The U.N.'s disparate approach toward Israel and China is a lesson in hypocrisy. Israel is the constant target of vitriol from the UN Human Rights Council on which China sits along with other serial human rights violators. Indeed, while China has gotten away with regularly breaching the 1949 Fourth Geneva Convention, which is supposed to protect Tibetan civilians living under Chinese occupation from being deliberately targeted for violence, Israel is regularly accused by U.N. bodies of violating this same Convention whenever it tries to contain Palestinian terrorism against Israeli citizens.
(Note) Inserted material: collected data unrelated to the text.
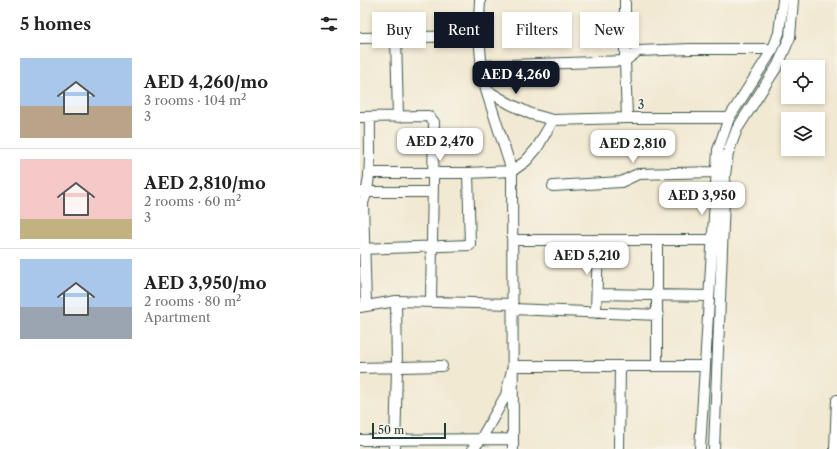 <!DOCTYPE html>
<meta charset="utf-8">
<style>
:root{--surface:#fff;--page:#f6f6f6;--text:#222;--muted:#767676;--line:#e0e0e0;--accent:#111827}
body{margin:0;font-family:"Libre Caslon Text",serif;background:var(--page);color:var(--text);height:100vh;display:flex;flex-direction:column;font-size:15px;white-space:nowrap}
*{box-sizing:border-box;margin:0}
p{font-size:13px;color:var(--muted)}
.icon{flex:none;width:22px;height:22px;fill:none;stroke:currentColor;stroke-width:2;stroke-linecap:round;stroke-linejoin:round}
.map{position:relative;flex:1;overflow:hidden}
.details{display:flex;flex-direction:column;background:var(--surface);width:360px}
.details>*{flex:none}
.top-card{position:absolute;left:12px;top:12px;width:380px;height:36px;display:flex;gap:8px}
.fabs{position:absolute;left:421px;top:60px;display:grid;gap:8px}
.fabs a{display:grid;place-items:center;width:44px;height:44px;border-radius:0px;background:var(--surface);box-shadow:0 2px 6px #0003;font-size:20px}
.scale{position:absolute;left:12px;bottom:10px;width:74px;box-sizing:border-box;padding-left:4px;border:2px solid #1f3d34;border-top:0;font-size:11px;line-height:14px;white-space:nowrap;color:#1f3d34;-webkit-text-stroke:3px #f7f3e8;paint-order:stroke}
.price{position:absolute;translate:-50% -34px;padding:0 9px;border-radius:8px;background:#fff;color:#222;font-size:13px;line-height:26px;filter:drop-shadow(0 1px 2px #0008)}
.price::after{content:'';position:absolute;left:50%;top:24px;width:12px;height:9px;margin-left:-6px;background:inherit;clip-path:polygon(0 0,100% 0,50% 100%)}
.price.selected{background:var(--accent);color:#fff}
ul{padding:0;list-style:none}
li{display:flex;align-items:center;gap:12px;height:100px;padding:0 20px}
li+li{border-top:1px solid var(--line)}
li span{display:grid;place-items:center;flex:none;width:112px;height:80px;border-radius:0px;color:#555}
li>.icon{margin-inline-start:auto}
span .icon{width:48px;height:48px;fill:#fffc;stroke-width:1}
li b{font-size:17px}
h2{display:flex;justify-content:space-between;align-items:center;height:48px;padding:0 20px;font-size:17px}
.chip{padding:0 14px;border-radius:0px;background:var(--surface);box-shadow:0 2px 6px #0003;font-size:14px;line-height:36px}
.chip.selected{background:var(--accent);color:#fff}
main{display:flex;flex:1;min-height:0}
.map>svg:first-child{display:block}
</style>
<main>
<section class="details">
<h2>5 homes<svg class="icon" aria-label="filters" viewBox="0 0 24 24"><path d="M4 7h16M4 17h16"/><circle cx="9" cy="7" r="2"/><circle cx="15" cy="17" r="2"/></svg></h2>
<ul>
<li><span style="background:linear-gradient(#a9c7e8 60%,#b9a48a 0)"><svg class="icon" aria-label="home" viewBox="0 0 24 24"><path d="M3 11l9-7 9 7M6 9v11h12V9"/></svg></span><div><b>AED 4,260/mo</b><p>3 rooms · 104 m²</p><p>3</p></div></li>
<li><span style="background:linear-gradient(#f6c9c9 75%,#c2b280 0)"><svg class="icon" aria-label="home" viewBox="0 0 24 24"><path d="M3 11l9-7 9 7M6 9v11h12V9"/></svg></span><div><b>AED 2,810/mo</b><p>2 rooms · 60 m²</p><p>3</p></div></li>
<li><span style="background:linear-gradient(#a9c7e8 60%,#9aa5b1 0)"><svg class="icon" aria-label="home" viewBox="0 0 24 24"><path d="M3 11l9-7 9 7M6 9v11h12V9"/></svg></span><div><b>AED 3,950/mo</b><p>2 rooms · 80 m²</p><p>Apartment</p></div></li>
</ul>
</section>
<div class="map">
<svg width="477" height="449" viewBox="0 0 477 449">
<rect width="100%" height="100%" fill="#f7f3e8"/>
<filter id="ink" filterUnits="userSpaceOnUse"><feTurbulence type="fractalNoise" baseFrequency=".025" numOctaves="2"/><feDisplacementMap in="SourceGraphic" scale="8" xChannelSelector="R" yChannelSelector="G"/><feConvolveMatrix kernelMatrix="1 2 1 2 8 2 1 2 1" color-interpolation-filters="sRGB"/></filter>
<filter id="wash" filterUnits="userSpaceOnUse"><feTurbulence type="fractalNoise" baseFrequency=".012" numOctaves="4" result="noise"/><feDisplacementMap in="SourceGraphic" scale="16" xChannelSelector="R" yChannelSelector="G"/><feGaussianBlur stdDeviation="0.9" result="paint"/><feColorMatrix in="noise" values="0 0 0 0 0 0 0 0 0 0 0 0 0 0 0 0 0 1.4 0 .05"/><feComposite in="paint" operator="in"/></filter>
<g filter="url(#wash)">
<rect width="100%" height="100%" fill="#f1e9d2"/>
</g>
<g filter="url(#ink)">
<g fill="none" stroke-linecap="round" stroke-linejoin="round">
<g stroke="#3e574c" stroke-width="12">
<path id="minor" d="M 120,0 C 118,31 119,59 126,90 L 150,104 L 171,114 L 193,120 L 267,118 L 369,118
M 265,0 L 265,61 L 267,118
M 36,37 L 38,117
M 0,38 L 118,36
M 121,66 L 265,61 L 278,51 L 331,49 L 413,49
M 126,90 L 152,171 L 153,449
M 0,117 L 68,116 L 74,122 L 71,301
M 9,173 L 108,173 L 152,171 L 166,161 L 177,148 L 193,120
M 193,186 L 261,182 L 278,174 L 356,172
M 2,192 L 73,192
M 153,240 L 352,240
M 297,240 L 297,366
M 0,249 L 110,245 L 108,173
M 238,294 L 349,296
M 6,305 L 3,203 C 13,177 9,145 10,117
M 0,307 L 36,301 L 153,304
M 153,309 L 298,315
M 236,313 L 238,240
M 0,368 L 82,366
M 0,440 L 153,439
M 35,449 L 37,368 L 36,301
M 113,449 L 121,439 L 146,395 L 153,366 L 345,366
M 259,449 L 260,366
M 340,449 L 358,150 L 369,118 L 413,49 L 419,33 L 423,0
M 354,449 L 365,175 L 368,153 L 377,129 L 418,65 L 430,37 L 433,0
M 475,449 L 477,400"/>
</g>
<use href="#minor" stroke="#fff" stroke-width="10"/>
</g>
</g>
<g text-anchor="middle" stroke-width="3.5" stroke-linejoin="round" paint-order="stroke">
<g font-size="12" fill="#1f3d34" stroke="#f7f3e8">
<text x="281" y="109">3</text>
</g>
</g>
</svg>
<div class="fabs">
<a><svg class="icon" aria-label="locate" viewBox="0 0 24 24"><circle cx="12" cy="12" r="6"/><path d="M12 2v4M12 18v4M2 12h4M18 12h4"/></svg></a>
<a><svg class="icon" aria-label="layers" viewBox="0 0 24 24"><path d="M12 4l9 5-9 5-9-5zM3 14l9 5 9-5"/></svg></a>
</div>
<div class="scale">50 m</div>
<b class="price selected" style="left:156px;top:95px">AED 4,260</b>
<b class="price" style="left:80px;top:162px">AED 2,470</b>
<b class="price" style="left:273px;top:164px">AED 2,810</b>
<b class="price" style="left:342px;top:216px">AED 3,950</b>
<b class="price" style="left:227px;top:276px">AED 5,210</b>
<div class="top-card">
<a class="chip">Buy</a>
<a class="chip selected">Rent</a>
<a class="chip">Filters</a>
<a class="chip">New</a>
</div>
</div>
</main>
China also has escaped any reproach for its repeated violations of the Universal Declaration of Human Rights, International Covenant on Civil and Political Rights and International Covenant on Economic, Social and Cultural Rights, which recognize that freedom of religion is a basic human right.

Most tellingly, the Office of the High Commissioner for Human Rights ("OHCHR") did not mention Tibet even once in its Human Rights Program for Asia-Pacific (2008-2009). It had only this to say concerning China's human rights record: "OHCHR will also continue its technical cooperation program with China and work in close partnership with the UN Country Team, particularly as the 2008 Olympics create further impetus to reform."

This silence speaks volumes. For the U.N.'s morally challenged establishment, it is more preferable to enable the phony façade of progress that China intends to display at this summer's Olympic Games than to speak out against its slaughter, torture and imprisonment of hundreds of innocent Tibetans. It is much easier -- and more politically correct -- to make Israel the UN's favorite punching bag.
Joseph A. Klein is the author of Global Deception: The UN’s Stealth Assault on America’s Freedom.